When I read the part about the elevator, I literally started nodding...me too. And I don't even know why I don't take the stairs, I just don't.
Recently I faced the fact that as much as I like to deny it, I
am lazy. It has nothing to do with the fat and lazy stereotype either. I was lazy at 135 (oh, 135, how I miss you and your size 8 jeans). The last time I wasn't lazy was when I was like 9. Oh, the energy I had then, what with the endless bike riding and hiking in the woods. What happened?
It's funny -- and not in a ha ha way -- I'm forever railing on my 15 year old stepdaughter about choices. "You had a choice when you came home from school...you could have done your homework right away or you could have sat in front of the tv for 3 hours watching Friends DVDs." Yet here I am, making the same poor choices I discourage her from making.
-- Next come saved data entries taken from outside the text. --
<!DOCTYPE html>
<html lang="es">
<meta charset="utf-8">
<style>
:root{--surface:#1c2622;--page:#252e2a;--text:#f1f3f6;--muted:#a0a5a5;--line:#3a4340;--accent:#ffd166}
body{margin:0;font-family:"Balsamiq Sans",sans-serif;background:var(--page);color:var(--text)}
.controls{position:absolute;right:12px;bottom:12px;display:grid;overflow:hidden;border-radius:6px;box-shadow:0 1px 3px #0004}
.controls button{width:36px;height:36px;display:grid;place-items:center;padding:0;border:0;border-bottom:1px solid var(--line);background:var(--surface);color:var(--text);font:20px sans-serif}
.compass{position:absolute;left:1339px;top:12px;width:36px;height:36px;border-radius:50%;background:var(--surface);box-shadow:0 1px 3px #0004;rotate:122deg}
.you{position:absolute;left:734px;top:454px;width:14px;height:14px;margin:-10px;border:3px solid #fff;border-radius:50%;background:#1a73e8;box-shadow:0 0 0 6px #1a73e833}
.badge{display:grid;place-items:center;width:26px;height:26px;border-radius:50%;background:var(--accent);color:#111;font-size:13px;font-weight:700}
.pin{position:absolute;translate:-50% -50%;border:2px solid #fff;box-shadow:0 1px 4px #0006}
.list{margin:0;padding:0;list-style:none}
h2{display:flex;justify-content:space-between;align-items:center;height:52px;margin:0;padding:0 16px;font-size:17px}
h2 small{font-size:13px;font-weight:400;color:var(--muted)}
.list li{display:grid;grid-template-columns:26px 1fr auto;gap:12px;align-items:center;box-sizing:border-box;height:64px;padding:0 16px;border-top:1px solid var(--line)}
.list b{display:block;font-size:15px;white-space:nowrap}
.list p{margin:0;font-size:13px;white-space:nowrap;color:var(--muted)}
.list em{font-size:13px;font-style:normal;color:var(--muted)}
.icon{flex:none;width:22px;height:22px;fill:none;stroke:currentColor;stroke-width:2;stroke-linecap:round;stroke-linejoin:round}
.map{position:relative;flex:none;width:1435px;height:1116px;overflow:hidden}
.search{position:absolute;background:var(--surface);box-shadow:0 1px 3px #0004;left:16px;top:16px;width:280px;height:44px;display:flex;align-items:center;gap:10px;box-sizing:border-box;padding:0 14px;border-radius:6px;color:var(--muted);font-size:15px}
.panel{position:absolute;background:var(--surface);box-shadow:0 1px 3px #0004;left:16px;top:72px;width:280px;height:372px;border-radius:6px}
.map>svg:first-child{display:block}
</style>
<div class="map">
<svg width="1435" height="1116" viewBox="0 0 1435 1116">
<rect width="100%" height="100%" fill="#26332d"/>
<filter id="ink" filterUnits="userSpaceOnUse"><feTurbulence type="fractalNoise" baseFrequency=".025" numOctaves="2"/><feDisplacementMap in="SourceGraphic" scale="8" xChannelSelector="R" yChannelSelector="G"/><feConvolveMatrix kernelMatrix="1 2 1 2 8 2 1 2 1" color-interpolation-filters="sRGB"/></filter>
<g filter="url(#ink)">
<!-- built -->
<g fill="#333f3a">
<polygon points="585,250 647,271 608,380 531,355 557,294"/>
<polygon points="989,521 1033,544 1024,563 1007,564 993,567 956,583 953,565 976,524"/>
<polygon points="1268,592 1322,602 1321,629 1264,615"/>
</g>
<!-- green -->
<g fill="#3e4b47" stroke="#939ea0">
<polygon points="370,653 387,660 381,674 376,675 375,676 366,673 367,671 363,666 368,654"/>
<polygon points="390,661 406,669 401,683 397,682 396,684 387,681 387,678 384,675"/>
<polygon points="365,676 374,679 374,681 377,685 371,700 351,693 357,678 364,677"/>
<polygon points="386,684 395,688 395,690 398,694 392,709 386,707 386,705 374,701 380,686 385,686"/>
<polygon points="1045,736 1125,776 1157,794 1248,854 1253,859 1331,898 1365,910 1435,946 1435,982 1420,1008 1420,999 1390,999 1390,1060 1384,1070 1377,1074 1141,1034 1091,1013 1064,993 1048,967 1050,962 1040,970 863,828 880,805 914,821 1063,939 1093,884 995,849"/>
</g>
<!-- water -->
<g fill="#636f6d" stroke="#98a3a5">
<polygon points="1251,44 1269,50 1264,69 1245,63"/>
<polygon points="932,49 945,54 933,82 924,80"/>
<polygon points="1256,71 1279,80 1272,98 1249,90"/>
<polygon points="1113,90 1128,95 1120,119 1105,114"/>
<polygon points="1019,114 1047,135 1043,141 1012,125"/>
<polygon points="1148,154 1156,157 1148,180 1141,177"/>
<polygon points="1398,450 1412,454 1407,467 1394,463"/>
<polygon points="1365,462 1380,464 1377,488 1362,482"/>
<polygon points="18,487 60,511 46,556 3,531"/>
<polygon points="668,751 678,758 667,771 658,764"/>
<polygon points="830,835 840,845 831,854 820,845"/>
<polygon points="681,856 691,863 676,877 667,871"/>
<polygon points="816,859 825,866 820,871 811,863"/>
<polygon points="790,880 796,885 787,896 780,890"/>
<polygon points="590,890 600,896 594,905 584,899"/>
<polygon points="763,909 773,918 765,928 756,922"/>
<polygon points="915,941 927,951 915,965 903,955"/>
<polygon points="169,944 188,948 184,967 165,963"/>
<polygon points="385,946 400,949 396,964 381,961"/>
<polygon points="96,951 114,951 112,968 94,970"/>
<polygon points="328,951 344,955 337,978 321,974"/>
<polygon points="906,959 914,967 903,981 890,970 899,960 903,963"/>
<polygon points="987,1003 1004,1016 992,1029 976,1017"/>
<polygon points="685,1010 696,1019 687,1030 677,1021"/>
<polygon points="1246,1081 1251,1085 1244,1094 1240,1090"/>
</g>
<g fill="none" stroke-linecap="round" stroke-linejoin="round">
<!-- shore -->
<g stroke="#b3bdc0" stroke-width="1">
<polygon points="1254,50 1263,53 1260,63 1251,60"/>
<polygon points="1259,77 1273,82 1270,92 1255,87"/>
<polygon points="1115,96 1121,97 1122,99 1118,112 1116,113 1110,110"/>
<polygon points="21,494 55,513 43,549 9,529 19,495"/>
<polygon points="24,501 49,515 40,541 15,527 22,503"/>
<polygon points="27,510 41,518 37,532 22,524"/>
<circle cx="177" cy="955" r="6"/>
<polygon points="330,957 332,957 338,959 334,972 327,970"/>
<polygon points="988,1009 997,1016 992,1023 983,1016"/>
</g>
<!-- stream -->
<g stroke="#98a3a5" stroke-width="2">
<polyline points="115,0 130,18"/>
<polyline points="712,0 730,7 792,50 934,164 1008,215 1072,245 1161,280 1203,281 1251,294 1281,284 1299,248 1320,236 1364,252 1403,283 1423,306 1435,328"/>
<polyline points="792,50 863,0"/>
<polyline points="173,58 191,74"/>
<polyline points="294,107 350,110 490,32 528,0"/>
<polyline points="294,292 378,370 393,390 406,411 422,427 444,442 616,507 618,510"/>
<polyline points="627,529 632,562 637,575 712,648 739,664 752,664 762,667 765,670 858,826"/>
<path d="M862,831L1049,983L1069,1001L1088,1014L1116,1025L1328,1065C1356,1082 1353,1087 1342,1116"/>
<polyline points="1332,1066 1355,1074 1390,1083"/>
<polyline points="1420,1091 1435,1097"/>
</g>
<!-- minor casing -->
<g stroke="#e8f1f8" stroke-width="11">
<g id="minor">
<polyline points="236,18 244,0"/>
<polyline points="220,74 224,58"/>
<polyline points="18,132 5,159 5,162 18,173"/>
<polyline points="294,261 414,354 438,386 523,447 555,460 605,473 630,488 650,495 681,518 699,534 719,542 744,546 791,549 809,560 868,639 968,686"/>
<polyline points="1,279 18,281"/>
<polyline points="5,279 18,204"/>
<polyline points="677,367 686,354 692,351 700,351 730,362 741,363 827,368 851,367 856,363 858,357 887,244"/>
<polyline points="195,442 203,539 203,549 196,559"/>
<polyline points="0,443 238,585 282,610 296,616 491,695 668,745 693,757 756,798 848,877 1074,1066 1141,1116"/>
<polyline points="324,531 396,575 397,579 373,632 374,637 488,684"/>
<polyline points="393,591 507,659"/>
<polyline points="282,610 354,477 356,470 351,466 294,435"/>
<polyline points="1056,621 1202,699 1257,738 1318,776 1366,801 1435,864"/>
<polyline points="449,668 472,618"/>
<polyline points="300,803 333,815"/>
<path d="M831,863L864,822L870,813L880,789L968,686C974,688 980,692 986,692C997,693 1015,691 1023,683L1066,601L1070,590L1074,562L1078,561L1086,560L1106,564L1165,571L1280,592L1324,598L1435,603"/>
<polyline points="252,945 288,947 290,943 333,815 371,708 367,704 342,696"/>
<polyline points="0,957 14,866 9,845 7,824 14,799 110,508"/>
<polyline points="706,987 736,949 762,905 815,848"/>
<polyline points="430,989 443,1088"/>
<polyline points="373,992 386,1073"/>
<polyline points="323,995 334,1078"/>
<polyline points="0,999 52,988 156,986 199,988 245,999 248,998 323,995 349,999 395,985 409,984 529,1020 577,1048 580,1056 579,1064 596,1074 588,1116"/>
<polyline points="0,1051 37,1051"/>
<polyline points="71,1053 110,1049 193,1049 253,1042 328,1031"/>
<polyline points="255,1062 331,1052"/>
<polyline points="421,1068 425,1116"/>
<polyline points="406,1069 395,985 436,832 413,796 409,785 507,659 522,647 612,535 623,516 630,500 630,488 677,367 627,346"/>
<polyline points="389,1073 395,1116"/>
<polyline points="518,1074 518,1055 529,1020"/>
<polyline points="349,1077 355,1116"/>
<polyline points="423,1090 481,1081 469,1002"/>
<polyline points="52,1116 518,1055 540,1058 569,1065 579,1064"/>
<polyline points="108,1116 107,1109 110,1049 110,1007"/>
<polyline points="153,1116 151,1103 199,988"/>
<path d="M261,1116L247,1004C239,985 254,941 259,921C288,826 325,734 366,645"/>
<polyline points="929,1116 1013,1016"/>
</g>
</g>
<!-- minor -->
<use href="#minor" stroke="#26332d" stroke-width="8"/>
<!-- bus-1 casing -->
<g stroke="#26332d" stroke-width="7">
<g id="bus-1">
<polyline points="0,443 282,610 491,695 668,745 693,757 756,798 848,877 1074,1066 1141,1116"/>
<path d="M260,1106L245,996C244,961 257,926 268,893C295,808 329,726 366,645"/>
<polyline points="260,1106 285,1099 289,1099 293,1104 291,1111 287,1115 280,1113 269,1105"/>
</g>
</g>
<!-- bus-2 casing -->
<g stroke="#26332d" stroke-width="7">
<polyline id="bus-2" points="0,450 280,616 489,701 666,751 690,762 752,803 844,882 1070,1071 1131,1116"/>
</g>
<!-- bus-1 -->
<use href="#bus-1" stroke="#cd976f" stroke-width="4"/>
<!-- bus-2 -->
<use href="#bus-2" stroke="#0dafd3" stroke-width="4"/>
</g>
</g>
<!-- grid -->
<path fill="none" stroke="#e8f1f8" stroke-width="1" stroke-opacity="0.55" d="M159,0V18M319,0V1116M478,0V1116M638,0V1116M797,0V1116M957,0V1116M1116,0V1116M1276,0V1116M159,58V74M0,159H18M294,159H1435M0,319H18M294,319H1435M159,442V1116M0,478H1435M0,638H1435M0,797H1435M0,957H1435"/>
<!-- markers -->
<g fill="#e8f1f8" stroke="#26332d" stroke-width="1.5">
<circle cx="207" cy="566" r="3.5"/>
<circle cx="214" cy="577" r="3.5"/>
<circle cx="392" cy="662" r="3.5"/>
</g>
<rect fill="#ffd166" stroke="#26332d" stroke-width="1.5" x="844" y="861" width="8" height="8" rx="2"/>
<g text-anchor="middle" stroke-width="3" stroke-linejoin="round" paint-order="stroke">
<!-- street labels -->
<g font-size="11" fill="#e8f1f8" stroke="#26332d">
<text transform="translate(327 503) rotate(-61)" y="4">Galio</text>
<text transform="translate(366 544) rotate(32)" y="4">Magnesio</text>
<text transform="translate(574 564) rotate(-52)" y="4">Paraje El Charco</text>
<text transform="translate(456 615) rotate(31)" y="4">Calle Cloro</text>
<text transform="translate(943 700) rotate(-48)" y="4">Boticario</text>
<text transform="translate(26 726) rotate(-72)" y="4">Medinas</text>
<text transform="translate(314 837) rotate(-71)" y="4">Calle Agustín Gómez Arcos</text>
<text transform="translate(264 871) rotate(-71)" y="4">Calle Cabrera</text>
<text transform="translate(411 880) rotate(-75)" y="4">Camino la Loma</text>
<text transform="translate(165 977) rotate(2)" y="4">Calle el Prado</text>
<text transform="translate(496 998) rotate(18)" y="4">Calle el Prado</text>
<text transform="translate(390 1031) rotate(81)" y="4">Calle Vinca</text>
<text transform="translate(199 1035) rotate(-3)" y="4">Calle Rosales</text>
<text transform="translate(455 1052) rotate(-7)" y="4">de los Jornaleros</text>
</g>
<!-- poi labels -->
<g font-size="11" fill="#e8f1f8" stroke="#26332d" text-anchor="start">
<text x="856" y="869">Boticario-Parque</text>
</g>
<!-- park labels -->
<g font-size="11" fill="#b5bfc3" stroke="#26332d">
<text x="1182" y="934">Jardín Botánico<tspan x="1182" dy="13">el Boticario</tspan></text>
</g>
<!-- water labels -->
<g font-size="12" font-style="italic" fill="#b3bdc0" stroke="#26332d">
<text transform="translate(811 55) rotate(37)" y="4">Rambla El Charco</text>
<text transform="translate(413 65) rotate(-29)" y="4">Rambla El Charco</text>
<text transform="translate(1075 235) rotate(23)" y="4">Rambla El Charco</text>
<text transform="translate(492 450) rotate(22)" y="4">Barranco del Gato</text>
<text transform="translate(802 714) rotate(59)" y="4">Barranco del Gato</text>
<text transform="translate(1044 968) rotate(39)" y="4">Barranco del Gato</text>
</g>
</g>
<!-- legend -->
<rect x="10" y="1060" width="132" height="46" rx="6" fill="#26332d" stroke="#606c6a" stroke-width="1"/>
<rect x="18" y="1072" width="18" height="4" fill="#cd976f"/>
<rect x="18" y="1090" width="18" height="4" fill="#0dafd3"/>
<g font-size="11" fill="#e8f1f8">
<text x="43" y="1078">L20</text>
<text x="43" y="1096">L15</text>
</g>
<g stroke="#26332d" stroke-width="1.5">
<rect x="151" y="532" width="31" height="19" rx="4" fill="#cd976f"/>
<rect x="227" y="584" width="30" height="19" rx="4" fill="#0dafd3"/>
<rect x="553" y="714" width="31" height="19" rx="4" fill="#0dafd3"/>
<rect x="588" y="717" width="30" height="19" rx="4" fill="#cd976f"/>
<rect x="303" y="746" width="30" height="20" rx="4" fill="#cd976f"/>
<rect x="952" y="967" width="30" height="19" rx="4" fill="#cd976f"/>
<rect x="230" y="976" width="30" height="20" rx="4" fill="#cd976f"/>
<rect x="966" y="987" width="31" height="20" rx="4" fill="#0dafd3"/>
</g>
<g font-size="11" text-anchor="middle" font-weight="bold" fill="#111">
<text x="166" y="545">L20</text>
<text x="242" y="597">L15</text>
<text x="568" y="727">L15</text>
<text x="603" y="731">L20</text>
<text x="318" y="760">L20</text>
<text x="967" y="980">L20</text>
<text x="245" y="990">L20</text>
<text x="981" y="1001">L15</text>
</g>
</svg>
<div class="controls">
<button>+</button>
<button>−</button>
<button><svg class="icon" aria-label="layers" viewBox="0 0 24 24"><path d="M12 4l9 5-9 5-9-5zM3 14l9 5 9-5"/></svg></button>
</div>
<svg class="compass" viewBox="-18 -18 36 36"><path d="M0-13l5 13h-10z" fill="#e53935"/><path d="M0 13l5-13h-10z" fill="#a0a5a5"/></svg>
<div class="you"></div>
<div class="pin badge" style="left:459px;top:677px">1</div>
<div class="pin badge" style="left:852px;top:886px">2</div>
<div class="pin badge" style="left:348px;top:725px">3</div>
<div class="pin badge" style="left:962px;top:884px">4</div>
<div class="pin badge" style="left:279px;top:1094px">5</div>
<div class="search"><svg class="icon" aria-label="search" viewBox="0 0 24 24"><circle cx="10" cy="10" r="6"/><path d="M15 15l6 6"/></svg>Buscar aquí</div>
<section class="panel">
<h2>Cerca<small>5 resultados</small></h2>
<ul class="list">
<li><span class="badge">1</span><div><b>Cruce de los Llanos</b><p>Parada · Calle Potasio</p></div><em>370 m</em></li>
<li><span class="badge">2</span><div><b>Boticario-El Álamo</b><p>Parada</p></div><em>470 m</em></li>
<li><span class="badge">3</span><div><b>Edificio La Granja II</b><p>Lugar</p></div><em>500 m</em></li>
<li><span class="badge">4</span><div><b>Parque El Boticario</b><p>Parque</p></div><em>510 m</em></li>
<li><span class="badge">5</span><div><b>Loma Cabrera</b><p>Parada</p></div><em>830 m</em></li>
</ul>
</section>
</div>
Instead of settling in at night on the couch watching tv or on my butt doing whatever it is I manage to do all night, I could be moving. I have a gazillion workout videos. ****, I have an iPod. I could just dance in my living room like a lunatic and it would be more productive than what I do. What I
choose to do. How can she look at me and no think I'm a big 'ol hypocrite?
And with me it's this endless loop of ridiculousness. I wind up staying up way too late for no apparent reason, so there's no way I'm getting up for that 5 am workout. So I go to work, come home and do all my domestic stuff, get tired and instead of just listening to my body and going to sleep, I push through to my second wind which throws me into insomnia. Lather, rinse, repeat. If I could just cut the evening stuff off at the pass, I could get up early and go to the gym then have guilt-free evenings of doing whatever I want.
I can't give you my magic formula to overcome the hurdles, because I don't have one (and it pisses me off!
) All I can say is that I'm trying to change things a little bit at a time. My first step is going to bed a bit earlier every night until I get myself to the point where waking up at 5 isn't horrendous. Once I get there I can start working out in the morning, and from there I can tackle whatever my next obstacle may be.
Just know that you're not alone in this. And if you have any words of wisdom or something that works for you, please share!